Work instruction: Copy each line below in which the word "index" occurs.

** Opening Available records block **

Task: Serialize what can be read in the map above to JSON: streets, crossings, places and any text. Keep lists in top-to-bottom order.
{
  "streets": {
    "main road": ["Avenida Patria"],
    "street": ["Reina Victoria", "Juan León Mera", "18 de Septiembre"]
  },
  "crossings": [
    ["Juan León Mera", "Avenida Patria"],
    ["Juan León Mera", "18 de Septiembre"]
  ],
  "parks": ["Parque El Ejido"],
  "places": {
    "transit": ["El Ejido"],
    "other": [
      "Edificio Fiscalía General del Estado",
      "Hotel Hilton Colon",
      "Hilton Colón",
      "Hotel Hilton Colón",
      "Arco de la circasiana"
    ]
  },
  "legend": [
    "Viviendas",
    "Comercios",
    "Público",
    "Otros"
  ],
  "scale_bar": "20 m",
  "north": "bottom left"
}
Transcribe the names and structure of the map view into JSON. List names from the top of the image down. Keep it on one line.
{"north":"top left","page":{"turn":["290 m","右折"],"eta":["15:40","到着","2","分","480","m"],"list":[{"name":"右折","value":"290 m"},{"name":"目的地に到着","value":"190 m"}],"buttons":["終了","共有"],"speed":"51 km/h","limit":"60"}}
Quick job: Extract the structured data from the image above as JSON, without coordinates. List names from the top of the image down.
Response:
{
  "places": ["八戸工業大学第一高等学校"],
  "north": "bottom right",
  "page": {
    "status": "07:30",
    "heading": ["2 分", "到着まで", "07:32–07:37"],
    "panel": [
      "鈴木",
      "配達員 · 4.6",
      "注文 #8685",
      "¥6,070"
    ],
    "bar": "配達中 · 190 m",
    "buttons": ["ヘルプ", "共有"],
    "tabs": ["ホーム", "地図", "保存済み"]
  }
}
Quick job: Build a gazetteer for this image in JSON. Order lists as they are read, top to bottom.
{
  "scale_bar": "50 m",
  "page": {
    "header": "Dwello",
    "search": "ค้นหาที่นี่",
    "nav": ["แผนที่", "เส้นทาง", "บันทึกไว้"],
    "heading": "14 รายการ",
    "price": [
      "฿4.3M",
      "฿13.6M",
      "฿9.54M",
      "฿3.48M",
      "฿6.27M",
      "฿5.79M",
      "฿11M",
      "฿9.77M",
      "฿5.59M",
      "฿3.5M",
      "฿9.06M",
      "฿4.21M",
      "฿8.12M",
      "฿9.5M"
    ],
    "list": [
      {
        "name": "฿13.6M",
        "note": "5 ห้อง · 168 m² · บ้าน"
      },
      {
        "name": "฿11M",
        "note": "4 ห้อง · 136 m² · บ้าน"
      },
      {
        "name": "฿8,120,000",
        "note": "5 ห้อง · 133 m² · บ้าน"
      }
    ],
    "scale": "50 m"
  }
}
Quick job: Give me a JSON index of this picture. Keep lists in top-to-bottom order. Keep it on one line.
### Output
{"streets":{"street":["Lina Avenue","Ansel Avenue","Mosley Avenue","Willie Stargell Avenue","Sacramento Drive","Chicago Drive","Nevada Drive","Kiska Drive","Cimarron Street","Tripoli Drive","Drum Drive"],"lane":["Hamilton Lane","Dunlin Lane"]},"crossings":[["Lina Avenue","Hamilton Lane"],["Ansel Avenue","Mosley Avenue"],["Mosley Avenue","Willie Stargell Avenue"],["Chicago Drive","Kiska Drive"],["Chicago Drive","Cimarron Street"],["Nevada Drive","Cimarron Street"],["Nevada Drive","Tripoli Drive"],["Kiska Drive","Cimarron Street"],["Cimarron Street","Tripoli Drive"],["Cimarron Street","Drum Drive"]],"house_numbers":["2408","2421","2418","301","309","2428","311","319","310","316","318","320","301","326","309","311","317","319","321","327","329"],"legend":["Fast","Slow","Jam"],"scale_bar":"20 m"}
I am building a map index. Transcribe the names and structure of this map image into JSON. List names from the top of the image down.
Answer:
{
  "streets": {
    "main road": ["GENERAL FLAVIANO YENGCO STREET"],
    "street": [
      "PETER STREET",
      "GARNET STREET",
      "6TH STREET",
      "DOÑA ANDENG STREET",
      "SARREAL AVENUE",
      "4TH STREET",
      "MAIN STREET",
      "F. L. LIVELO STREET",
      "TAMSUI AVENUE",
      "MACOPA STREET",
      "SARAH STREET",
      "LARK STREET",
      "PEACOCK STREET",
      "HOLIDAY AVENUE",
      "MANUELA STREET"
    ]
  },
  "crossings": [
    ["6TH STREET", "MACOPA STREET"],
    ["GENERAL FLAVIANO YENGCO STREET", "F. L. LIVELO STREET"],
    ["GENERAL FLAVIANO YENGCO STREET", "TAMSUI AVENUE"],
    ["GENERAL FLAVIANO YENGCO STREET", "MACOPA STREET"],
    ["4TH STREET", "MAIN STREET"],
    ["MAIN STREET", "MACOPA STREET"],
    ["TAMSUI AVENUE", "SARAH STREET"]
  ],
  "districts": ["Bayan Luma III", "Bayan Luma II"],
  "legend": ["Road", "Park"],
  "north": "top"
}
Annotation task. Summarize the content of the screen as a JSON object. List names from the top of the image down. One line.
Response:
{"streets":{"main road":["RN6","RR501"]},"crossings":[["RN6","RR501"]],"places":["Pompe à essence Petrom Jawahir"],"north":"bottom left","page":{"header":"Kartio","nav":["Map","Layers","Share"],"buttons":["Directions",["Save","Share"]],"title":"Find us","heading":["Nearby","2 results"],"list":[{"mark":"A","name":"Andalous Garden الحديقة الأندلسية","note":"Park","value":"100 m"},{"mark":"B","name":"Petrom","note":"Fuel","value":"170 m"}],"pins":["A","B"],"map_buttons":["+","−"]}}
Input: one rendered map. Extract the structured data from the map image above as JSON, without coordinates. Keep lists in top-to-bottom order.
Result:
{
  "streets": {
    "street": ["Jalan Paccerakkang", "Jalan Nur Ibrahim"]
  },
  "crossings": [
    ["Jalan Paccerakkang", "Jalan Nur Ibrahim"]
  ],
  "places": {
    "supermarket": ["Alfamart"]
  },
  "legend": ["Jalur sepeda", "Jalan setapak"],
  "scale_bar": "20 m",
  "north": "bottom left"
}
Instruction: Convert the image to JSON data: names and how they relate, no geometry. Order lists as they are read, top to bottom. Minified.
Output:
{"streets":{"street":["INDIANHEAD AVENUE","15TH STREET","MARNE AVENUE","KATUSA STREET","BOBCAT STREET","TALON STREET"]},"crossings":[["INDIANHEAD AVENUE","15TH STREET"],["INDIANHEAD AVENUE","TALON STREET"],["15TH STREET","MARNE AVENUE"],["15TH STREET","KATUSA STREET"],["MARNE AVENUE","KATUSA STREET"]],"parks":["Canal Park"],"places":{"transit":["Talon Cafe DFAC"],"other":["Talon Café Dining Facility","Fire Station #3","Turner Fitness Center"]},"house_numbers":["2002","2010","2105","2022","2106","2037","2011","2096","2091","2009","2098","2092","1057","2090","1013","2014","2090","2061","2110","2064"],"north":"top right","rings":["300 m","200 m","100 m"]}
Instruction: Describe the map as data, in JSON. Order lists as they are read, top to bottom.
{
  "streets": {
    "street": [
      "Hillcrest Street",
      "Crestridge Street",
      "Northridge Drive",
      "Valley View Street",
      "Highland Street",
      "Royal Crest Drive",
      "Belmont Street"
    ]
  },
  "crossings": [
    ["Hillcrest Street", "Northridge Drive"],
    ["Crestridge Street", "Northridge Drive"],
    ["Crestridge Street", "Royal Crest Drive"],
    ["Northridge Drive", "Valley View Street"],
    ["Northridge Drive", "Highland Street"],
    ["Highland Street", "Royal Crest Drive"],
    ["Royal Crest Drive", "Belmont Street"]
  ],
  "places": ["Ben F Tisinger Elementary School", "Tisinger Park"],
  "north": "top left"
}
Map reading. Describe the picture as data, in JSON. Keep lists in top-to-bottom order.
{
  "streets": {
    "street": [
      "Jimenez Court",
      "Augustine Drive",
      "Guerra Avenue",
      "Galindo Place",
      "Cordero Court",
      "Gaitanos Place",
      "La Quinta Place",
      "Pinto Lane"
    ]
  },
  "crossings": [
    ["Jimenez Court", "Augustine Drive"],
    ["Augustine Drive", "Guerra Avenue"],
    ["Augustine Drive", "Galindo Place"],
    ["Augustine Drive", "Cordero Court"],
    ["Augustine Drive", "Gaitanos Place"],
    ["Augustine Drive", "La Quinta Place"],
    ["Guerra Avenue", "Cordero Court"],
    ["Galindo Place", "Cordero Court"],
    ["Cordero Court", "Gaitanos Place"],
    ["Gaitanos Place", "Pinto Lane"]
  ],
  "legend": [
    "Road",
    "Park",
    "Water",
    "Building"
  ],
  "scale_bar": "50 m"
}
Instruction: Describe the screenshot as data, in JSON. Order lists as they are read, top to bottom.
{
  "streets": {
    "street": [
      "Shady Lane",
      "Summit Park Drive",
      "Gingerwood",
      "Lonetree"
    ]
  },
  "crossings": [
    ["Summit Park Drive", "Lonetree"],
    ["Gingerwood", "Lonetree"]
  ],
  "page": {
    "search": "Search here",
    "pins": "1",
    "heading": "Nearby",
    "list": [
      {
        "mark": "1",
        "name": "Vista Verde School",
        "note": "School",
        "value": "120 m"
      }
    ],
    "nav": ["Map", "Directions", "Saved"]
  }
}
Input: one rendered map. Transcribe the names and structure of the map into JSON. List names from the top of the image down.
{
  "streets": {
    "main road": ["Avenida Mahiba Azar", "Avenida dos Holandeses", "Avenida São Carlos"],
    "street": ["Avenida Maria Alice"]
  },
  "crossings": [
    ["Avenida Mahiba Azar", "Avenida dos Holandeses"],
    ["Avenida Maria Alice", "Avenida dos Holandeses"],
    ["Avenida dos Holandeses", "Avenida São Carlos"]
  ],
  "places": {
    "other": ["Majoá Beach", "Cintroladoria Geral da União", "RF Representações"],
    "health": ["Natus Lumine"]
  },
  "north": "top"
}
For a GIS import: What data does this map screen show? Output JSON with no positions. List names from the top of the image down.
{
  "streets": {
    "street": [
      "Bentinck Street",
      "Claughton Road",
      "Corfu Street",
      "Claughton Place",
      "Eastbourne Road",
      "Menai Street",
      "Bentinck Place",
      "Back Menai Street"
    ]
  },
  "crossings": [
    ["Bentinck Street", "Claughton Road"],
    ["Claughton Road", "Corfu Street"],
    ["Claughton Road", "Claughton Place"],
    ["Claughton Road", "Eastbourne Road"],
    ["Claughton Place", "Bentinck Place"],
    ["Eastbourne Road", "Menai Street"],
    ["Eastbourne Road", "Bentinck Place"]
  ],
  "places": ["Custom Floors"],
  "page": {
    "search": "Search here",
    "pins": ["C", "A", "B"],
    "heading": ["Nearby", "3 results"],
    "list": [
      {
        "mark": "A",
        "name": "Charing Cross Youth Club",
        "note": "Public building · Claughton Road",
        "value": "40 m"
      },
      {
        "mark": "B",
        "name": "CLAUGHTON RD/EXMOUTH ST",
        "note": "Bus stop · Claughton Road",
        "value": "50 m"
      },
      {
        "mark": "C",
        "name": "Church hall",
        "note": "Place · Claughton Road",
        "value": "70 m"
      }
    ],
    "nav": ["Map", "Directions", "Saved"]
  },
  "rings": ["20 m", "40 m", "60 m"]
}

** Closing Available records block **

Written reply:
Quick job: Give me a JSON index of this picture. Keep lists in top-to-bottom order. Keep it on one line.
I am building a map index. Transcribe the names and structure of this map image into JSON. List names from the top of the image down.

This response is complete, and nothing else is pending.